Mounted onto the rectangular metal stiffening plate 22 is the torsion spring case 25, having a top 26, sides 27, a bottom 28 and a rear portion 29. This can best be seen in the exploded view of FIG. 4. In the side wall 27, there are large circular openings 30 and some threaded holes 32. A double spiral torsion spring 35, consisting of coils 36, which are turned to form a terminal coil 37 and angularly bent at 39, to form a projected anchoring arm 40, which anchors into the anchoring hole 41, on the rear portion 29 of the spiral torsion spring case, as is shown in FIGS. 4 and 1. A work arm 43 projects from the outer coil 36 and two work arms are attached together by collar 44 and terminate in attachment hooks 45. The spiral torsion spring case 25 is attached to the body portion 4 and reinforcing plate 22 of the brace member 1, by means of bolt 47, having a bolt head 48 and a shank portion 49, which extends through plastic washer 51 and has threads 50, which engage with the threads of the threaded holes 32 on the side portions 27 of the torsion spring case. The ear portion 8 contains, on one side, a strap 52, having a VelcroŽ loop portion 53 and a VelcroŽ hook portion on the VelcroŽ tab 55 on the other ear portion 8. At about the top of the rectangular metal plate 22 is mounted a bracket holder 60, containing an arcuate slot 62, through which a bolt is trained, having a bolt head 64, a threaded shank 65 and a knurled tightening nut 66, which tightens the bolt at a particular point in the arcuate slot 62. The bracket 60 is mounted to the plate 22 and the body portion 4 of the brace assembly 1 by means of a bolt, having a head 67 and a threaded shank 68, which extends through the body portion 4 and the metal plate 22 and the bracket 60 and is tightened into place by means of a knurled tightening nut 69. A bracket holder for roller 80 is provided with anchoring wires 70, which slip through anchoring loops 71 and 72 of the adjustable bracket 60 and which are enlarged at one end to prevent movement out of the loops. The anchoring wires are bent into spiral torsion springs 73 and the projecting work arm 74 is bent at 75 and at 76 to fit into the internal bore of the roller 80. Roller 80 has guiding collars 82, as shown.
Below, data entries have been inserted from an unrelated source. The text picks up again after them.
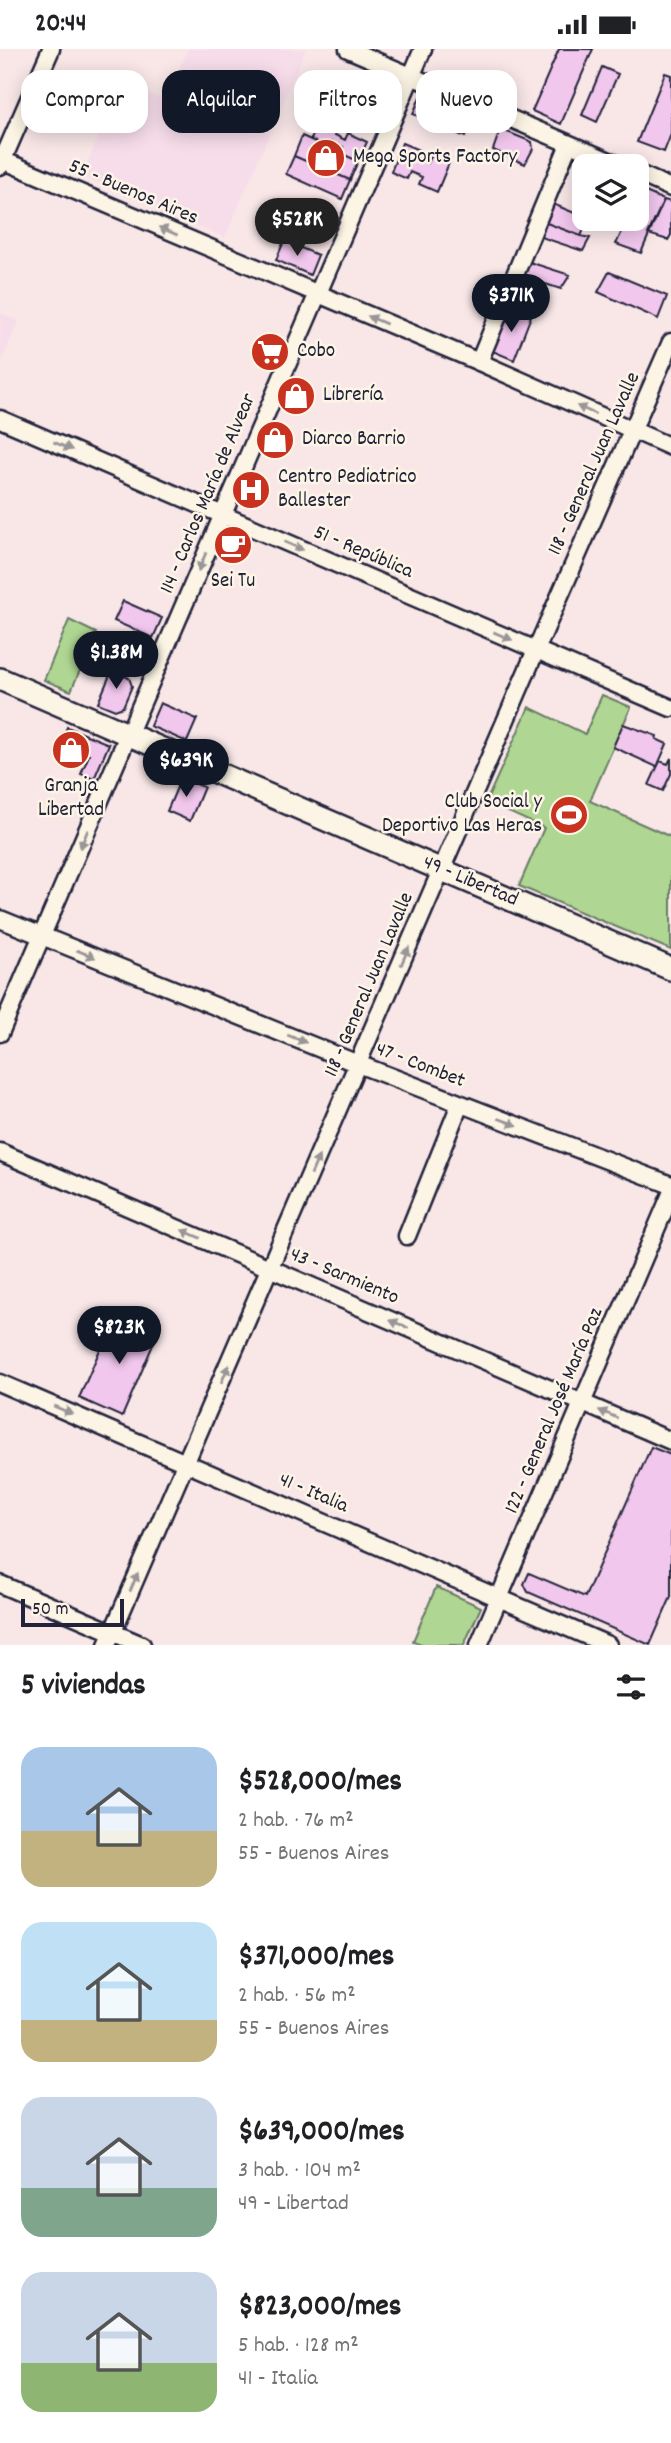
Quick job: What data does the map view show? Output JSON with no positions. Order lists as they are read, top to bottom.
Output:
{
  "streets": {
    "street": [
      "55 - Buenos Aires",
      "118 - General Juan Lavalle",
      "114 - Carlos María de Alvear",
      "51 - República",
      "49 - Libertad",
      "47 - Combet",
      "43 - Sarmiento",
      "122 - General José María Paz",
      "41 - Italia"
    ]
  },
  "crossings": [
    ["55 - Buenos Aires", "118 - General Juan Lavalle"],
    ["55 - Buenos Aires", "114 - Carlos María de Alvear"],
    ["118 - General Juan Lavalle", "51 - República"],
    ["118 - General Juan Lavalle", "49 - Libertad"],
    ["118 - General Juan Lavalle", "47 - Combet"],
    ["118 - General Juan Lavalle", "43 - Sarmiento"],
    ["118 - General Juan Lavalle", "41 - Italia"],
    ["114 - Carlos María de Alvear", "51 - República"],
    ["114 - Carlos María de Alvear", "49 - Libertad"],
    ["114 - Carlos María de Alvear", "47 - Combet"],
    ["43 - Sarmiento", "122 - General José María Paz"],
    ["122 - General José María Paz", "41 - Italia"]
  ],
  "one_way": [
    "55 - Buenos Aires",
    "118 - General Juan Lavalle",
    "114 - Carlos María de Alvear",
    "51 - República",
    "47 - Combet",
    "43 - Sarmiento"
  ],
  "places": {
    "shop": [
      "Mega Sports Factory",
      "Librería",
      "Diarco Barrio",
      "Granja Libertad"
    ],
    "supermarket": ["Cobo"],
    "hospital": ["Centro Pediatrico Ballester"],
    "cafe": ["Sei Tu"],
    "sports": ["Club Social y Deportivo Las Heras"]
  },
  "scale_bar": "50 m",
  "page": {
    "status": "20:44",
    "chip": [
      "Comprar",
      "Alquilar",
      "Filtros",
      "Nuevo"
    ],
    "price": [
      "$528K",
      "$371K",
      "$1.38M",
      "$639K",
      "$823K"
    ],
    "scale": "50 m",
    "heading": "5 viviendas",
    "list": [
      {
        "name": "$528,000/mes",
        "note": "2 hab. · 76 m² · 55 - Buenos Aires"
      },
      {
        "name": "$371,000/mes",
        "note": "2 hab. · 56 m² · 55 - Buenos Aires"
      },
      {
        "name": "$639,000/mes",
        "note": "3 hab. · 104 m² · 49 - Libertad"
      },
      {
        "name": "$823,000/mes",
        "note": "5 hab. · 128 m² · 41 - Italia"
      }
    ]
  }
}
In use, following the operative treatment of a tendon and the tendon sheath, as previously discussed, a connecting member 86, in the form of a nail cover, containing a connecting hook 87, is attached to the affected finger, which in the case illustrated in FIGS. 5 and 6, is the index finger. A rubber band 90 is attached to the hooks 45 of the torsion spring case, trained under roller 80 and connected to hook 87 of the connecting member 86. Since this is directly after surgery, cast material in the form of crinoline saturated with plaster of Paris, gauze and Ace bandage material is wrapped over the distal portion of the ar and the proximal portion of the hand and a rigid cast 89 is provided for the dorsal portion of the fingers. This cast material thus protects the fingers, but allows for extension and flexion of the index finger in the direction of the arrow, as is shown. Since the work arm 43 of the spiral torsion spring allows for movement with a low number of grams and a certain amount of tension is provided by the rubber bands, again through a second set of spiral torsion springs 73 of the holder for the roller, exercise, through flexion and extension of the affected digit, can be begun at an early stage of recuperation at almost constant tension. We have found that with this arrangement, the rubber bands will stretch a full six inches with only 10-15 grams of force. This compares to an extension of almost 160 grams of force over a six-inch extension of the rubber bands. The inertia of the initial stretch is such that 30 grams of force is required to move the rubber band without this device from one-half to one inch. Additionally toward the end of the six-inch stretch, the distance from five to five and one-half inches required 12 grams of force and the force required to stretch the rubber band from five and one-half to six inches was over 15 grams of force. By comparison, only 10-15 grams of force is required with the device of this invention, over the entire six inches of distance. If nylon is substituted for the rubber band in this splint, the grams of force will change from 25-35 grams over the same distance.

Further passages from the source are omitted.